- _To do_:
Print out each record, keeping it identical to the original.

-=-=-

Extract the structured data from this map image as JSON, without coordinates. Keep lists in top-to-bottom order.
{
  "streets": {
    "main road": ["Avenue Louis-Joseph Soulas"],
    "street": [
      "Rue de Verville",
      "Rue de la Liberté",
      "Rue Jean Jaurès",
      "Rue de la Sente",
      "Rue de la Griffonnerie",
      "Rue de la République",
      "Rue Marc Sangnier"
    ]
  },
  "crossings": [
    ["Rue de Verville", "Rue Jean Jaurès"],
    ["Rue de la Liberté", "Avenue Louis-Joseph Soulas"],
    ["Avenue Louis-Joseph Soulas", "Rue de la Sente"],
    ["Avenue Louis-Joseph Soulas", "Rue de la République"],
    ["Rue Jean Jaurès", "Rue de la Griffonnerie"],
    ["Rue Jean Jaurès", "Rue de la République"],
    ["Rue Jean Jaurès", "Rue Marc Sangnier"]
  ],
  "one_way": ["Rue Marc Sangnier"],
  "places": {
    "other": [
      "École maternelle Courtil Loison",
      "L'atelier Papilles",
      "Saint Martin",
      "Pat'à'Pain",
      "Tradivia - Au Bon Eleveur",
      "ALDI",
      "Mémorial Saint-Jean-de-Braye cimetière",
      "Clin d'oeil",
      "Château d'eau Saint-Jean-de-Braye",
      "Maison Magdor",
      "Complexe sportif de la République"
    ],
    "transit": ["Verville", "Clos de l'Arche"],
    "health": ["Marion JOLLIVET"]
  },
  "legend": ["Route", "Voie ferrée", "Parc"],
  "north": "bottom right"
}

-=-=-

- _Result below_:
Extract the structured data from this map image as JSON, without coordinates. Keep lists in top-to-bottom order.
{
  "streets": {
    "main road": ["Avenue Louis-Joseph Soulas"],
    "street": [
      "Rue de Verville",
      "Rue de la Liberté",
      "Rue Jean Jaurès",
      "Rue de la Sente",
      "Rue de la Griffonnerie",
      "Rue de la République",
      "Rue Marc Sangnier"
    ]
  },
  "crossings": [
    ["Rue de Verville", "Rue Jean Jaurès"],
    ["Rue de la Liberté", "Avenue Louis-Joseph Soulas"],
    ["Avenue Louis-Joseph Soulas", "Rue de la Sente"],
    ["Avenue Louis-Joseph Soulas", "Rue de la République"],
    ["Rue Jean Jaurès", "Rue de la Griffonnerie"],
    ["Rue Jean Jaurès", "Rue de la République"],
    ["Rue Jean Jaurès", "Rue Marc Sangnier"]
  ],
  "one_way": ["Rue Marc Sangnier"],
  "places": {
    "other": [
      "École maternelle Courtil Loison",
      "L'atelier Papilles",
      "Saint Martin",
      "Pat'à'Pain",
      "Tradivia - Au Bon Eleveur",
      "ALDI",
      "Mémorial Saint-Jean-de-Braye cimetière",
      "Clin d'oeil",
      "Château d'eau Saint-Jean-de-Braye",
      "Maison Magdor",
      "Complexe sportif de la République"
    ],
    "transit": ["Verville", "Clos de l'Arche"],
    "health": ["Marion JOLLIVET"]
  },
  "legend": ["Route", "Voie ferrée", "Parc"],
  "north": "bottom right"
}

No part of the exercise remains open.